An event directed in Ireland by students of DU Amnesty, Trinity VDP and Trinity Cumann Gaelach, which has by now expanded to include competitors from across Irish universities, the contest remains an enticing combination of fun and social action.
Last Thursday evening, the directors of this year’s edition chaired the official launch alongside Amnesty Ireland’s Executive Director Colm O’Gorman, National Director of the Society of Saint Vincent de Paul Kieran Stafford and Deputy General Secretary of Conradh na Gaeilge Aodhán Ó Deá.
The three guest speakers voiced their appreciation for the programme, and their personal engagement with the competitive aspect of Jailbreak over the years. O’Gorman earned laughs as he recalled recalled “losing my shit” while following the inaugural social media coverage of teams racing as far as Argentina, while Stafford’s description of being a “jailbreak parent” – it was “a bit of an eye-opener” – gained a similar response.
Above all else, the speakers focused on the real-life social impact of fundraising through Jailbreak as an example of the wider progress initiated through student activism. While we heard many cliched phrases such as “ordinary people becoming everyday heroes”, and how the ocean is made up of only so many individual drops, the emotive delivery provided by the speakers meant their words rang true.
Accountability is clearly important to those behind Jailbreak – the destination of the funds raised cropped up a number of times. Amnesty Ireland focuses Jailbreak funds on a community sponsorship approach to refugee resettlement that seeks to develop a community of advocates that engages natural humanity to tackle populist scaremongering. St Vincent de Paul takes care to invest Jailbreak raised finance specifically in the charity’s youth sector including college conferences such as Trinity VDP.

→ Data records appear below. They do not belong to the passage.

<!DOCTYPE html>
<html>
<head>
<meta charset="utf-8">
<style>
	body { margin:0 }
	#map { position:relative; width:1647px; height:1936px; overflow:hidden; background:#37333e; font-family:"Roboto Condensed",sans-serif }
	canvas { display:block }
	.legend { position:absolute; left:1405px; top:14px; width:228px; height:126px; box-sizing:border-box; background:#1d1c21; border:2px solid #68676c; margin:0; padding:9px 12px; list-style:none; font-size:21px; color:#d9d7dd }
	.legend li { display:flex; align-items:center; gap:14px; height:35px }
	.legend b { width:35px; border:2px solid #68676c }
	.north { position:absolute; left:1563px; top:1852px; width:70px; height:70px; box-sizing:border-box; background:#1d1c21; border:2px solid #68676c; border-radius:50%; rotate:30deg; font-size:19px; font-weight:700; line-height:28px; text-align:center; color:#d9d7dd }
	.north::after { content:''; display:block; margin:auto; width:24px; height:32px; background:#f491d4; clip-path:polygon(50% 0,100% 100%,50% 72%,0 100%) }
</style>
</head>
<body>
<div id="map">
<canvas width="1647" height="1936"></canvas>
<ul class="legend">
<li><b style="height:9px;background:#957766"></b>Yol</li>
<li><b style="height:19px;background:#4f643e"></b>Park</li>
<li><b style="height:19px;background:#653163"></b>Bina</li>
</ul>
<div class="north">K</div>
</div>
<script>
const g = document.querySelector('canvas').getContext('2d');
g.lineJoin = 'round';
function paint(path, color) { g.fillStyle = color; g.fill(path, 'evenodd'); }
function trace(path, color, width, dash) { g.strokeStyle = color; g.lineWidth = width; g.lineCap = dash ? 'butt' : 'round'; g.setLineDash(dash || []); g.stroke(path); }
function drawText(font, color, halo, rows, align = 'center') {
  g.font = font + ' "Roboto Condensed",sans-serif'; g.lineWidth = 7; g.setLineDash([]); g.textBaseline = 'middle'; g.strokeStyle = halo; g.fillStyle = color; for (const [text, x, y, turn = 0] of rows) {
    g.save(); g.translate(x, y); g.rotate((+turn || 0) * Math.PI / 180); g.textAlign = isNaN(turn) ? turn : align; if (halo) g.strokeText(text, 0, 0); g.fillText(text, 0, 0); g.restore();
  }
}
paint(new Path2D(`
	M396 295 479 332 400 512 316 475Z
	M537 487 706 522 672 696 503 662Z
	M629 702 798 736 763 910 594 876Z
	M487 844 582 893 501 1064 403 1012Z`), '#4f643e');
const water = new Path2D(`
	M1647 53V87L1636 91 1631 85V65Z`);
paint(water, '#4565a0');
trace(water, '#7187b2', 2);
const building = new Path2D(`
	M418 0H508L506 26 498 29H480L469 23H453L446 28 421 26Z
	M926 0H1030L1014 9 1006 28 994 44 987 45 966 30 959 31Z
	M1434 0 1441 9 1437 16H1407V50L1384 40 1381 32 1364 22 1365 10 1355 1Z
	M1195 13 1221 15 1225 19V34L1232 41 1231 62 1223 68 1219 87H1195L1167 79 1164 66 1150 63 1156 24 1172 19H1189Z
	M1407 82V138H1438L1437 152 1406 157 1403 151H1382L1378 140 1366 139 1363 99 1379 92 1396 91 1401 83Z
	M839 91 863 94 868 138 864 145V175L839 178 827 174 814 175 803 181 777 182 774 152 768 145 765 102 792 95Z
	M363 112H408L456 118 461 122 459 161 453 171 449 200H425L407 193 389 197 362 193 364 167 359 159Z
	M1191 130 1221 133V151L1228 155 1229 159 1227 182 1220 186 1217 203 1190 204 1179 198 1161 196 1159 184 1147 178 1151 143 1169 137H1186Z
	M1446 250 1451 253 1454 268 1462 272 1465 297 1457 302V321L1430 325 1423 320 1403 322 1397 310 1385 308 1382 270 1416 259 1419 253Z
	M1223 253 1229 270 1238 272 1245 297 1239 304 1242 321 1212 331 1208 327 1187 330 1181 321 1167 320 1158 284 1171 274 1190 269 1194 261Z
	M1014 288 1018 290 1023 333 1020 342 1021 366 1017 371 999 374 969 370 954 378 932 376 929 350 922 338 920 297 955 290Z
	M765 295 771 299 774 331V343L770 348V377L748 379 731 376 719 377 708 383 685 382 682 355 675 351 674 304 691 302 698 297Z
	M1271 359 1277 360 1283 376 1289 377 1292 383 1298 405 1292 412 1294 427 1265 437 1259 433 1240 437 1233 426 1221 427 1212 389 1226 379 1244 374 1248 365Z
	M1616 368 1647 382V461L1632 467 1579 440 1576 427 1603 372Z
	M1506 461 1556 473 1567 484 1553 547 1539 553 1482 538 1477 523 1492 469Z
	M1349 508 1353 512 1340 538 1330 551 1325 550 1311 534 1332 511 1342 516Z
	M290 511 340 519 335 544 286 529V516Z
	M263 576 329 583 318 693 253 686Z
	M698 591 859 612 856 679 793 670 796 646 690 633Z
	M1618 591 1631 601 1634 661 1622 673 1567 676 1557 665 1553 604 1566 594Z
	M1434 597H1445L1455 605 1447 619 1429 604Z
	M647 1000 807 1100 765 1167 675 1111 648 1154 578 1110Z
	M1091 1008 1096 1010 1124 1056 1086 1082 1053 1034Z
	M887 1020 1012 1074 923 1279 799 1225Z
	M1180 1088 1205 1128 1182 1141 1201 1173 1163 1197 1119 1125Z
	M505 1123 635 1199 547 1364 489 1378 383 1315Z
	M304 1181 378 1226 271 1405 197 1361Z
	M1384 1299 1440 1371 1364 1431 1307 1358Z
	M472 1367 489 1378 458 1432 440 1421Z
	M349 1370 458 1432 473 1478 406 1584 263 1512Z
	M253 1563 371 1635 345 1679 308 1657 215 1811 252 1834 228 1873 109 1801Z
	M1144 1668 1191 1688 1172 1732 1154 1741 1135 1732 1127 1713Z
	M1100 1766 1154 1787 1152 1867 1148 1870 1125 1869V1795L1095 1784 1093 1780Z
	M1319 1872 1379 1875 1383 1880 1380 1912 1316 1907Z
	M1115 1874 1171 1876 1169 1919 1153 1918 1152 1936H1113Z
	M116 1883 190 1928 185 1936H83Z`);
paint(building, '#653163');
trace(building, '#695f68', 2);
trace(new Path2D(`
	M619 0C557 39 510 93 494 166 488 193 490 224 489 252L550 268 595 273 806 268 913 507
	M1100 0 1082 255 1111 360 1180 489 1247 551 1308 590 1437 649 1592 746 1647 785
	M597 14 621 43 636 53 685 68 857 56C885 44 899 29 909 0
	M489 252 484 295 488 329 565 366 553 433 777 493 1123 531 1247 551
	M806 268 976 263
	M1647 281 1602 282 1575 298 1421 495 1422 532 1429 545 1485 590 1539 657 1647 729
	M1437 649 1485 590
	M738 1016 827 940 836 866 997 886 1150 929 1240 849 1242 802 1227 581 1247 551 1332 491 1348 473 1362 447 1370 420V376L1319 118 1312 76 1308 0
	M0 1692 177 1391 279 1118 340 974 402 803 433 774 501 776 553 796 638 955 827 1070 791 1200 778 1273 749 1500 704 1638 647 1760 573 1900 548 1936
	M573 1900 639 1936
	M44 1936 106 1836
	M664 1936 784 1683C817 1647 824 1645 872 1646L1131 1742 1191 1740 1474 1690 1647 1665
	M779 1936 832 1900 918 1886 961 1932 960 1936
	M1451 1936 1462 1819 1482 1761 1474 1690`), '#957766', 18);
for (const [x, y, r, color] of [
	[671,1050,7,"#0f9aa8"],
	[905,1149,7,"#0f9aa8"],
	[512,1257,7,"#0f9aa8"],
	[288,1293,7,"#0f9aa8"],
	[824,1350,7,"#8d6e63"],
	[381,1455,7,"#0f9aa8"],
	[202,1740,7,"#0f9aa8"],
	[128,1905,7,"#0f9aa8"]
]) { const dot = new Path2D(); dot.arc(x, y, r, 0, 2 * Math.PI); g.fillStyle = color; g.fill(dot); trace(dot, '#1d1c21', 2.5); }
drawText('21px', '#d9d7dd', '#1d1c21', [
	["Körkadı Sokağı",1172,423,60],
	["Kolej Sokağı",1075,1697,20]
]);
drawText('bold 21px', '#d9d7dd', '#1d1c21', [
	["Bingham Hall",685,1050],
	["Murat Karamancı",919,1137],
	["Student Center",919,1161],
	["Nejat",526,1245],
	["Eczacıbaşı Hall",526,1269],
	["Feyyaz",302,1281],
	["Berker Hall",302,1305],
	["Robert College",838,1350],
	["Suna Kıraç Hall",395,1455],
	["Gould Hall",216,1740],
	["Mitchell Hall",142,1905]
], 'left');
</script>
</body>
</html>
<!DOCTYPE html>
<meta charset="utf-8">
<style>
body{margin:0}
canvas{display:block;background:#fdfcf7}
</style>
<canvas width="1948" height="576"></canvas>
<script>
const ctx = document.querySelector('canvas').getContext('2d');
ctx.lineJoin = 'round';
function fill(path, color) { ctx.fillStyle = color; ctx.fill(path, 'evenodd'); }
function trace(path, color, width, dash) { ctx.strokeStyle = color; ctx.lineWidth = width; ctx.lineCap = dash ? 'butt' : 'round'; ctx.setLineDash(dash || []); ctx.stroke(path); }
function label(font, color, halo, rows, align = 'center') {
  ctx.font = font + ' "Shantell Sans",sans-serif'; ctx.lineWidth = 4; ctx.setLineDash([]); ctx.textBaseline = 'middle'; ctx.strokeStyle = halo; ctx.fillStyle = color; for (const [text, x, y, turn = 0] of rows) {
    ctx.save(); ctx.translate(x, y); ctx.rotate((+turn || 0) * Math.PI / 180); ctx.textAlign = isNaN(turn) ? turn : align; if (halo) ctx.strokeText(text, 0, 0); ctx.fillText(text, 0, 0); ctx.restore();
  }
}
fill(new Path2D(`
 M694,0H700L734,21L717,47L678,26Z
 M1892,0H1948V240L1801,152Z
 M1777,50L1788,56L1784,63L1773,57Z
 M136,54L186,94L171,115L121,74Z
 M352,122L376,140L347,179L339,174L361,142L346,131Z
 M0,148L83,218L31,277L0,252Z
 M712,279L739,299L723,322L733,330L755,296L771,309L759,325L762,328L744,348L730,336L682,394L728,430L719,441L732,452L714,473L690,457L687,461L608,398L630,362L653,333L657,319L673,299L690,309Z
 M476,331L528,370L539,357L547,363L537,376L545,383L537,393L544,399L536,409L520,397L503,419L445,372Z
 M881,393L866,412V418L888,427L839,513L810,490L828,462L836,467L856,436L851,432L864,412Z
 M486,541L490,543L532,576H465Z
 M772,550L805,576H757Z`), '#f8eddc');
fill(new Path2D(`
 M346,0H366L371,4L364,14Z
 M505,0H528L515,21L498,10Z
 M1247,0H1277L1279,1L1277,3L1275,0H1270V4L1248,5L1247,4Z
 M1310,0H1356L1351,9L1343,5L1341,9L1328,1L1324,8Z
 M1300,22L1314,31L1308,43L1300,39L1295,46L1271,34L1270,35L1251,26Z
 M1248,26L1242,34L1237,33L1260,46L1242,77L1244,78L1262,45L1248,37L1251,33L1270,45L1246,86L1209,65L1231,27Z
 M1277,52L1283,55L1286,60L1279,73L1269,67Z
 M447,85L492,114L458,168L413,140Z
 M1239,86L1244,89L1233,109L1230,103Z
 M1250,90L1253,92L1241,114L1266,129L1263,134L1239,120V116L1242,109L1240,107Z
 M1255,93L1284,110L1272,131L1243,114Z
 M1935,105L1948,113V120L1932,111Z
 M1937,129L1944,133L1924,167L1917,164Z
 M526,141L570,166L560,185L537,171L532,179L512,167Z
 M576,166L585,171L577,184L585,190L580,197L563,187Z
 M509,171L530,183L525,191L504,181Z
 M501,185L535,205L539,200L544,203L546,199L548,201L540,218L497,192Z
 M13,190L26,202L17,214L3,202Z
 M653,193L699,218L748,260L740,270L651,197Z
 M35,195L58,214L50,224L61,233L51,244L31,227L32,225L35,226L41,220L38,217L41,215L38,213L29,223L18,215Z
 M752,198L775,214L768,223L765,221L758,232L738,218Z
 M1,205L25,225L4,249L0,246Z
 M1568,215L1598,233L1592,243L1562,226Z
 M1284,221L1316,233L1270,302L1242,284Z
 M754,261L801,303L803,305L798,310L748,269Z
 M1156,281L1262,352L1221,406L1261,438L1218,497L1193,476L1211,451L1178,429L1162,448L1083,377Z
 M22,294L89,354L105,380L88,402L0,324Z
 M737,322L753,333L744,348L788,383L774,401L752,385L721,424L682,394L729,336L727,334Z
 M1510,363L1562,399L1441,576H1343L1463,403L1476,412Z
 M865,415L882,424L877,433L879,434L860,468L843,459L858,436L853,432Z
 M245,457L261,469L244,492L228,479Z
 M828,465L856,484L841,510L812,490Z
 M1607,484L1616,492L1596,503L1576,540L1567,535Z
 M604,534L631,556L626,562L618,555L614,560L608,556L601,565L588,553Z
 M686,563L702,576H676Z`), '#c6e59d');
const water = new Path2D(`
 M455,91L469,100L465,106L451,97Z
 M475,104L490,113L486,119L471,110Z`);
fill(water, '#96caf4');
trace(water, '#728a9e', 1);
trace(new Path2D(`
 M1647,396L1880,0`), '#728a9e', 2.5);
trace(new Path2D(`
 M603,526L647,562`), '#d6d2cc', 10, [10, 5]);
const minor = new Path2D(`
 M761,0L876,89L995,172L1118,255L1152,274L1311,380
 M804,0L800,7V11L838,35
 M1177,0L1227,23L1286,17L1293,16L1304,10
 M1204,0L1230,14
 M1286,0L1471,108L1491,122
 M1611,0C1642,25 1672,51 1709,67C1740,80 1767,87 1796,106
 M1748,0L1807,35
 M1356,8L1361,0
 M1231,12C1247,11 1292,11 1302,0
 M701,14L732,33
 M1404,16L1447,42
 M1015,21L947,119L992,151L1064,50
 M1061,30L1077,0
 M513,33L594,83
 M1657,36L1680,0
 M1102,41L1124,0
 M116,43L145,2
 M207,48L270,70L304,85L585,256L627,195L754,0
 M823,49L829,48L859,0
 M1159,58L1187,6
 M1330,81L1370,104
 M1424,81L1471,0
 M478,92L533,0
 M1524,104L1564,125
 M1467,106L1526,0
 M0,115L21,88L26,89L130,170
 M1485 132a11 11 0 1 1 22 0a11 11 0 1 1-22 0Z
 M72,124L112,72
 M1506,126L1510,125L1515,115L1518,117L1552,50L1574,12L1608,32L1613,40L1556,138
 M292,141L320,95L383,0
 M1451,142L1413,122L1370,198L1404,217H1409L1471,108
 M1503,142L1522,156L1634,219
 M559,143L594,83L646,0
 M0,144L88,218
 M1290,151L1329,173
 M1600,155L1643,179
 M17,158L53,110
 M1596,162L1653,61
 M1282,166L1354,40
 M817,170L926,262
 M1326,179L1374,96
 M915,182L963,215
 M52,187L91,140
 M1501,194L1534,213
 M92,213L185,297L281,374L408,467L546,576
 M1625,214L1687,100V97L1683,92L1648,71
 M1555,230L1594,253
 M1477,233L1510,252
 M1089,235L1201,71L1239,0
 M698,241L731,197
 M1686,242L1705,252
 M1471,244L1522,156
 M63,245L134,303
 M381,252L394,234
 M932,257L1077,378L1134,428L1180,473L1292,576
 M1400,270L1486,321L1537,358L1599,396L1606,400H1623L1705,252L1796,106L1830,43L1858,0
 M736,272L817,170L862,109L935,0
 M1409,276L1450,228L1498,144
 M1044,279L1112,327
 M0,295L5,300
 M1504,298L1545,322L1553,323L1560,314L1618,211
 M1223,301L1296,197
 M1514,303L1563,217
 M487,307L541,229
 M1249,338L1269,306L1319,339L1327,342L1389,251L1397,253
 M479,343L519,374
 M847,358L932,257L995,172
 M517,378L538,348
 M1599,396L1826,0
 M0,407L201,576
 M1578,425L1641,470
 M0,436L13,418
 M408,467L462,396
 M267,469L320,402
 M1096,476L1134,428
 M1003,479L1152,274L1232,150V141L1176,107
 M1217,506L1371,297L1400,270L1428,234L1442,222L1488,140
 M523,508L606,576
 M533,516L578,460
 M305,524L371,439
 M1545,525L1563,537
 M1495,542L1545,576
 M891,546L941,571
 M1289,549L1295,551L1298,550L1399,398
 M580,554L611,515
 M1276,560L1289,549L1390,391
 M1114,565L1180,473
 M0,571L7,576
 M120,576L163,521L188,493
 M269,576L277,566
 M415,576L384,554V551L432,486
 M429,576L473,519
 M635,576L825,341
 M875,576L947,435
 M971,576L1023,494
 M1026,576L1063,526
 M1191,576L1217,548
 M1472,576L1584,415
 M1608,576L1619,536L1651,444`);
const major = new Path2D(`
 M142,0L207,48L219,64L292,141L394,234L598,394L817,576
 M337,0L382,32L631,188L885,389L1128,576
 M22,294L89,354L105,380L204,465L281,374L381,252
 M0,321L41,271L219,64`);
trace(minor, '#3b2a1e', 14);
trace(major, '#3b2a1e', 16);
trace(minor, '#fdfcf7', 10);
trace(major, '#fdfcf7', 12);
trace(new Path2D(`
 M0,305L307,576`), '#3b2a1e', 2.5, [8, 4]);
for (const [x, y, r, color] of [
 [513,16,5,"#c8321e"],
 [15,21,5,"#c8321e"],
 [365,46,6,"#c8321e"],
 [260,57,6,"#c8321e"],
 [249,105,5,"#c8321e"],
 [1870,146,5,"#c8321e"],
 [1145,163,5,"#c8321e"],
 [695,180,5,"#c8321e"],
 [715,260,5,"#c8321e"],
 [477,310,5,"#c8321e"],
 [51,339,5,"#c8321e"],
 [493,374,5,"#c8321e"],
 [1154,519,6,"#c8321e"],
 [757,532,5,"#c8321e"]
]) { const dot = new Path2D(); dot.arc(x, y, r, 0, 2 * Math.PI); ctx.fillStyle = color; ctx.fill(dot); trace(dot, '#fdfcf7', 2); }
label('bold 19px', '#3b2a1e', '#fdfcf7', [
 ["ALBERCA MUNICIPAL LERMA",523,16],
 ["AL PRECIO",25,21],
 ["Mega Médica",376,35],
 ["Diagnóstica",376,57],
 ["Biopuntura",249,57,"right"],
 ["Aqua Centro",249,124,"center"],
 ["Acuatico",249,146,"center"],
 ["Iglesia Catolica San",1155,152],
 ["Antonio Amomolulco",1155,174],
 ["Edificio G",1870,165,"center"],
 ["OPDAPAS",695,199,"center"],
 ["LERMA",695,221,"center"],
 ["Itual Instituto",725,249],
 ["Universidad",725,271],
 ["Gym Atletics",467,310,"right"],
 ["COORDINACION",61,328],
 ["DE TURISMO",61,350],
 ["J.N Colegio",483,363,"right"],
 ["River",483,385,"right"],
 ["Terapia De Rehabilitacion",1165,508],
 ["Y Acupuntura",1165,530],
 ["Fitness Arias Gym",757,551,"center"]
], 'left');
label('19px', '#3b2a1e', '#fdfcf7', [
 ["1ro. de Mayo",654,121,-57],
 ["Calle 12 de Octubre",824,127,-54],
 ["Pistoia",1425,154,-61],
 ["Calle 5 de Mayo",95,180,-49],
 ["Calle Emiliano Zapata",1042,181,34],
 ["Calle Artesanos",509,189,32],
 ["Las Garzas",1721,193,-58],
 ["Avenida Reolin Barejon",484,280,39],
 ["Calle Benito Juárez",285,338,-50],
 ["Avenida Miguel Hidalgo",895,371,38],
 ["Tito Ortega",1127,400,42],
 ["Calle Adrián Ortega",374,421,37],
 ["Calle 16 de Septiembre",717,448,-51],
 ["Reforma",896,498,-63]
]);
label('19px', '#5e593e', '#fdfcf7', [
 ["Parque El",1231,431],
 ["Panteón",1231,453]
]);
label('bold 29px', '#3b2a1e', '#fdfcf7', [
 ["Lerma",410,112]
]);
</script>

It wasn’t surprising that the Irish language was strongly represented at the launch of a programme that emphasises the value in participants spreading spoken Irish on their journey. Ó Deá hailed the involvement of Cumann Gaelach as part of a cultural revolution for the language, aided by the possibilities of social media. The traditional Irish song “Trasna na dTonnta”, he said, could become the anthem of the programme as it brings Irish across the waves.
The promotional video for the initiative – featuring some comically intense acting and a European tourism highlight reel cycling through panoramic cityscapes from Athens to Paris – was well-received by the audience.
Having worked behind the scenes as well as part of an adventuring team, Jailbreak’s student directors demonstrated compelling competence setting the scene for this year’s edition. The recurring concepts of passion and commitment to a quantifiable social project were again evident in our brief conversation.
On a pragmatic material level, the funds raised through previous Jailbreak campaigns have not been insignificant –last year’s teams collected over €70,000 – and thus genuinely contribute to the efforts of both associated charities.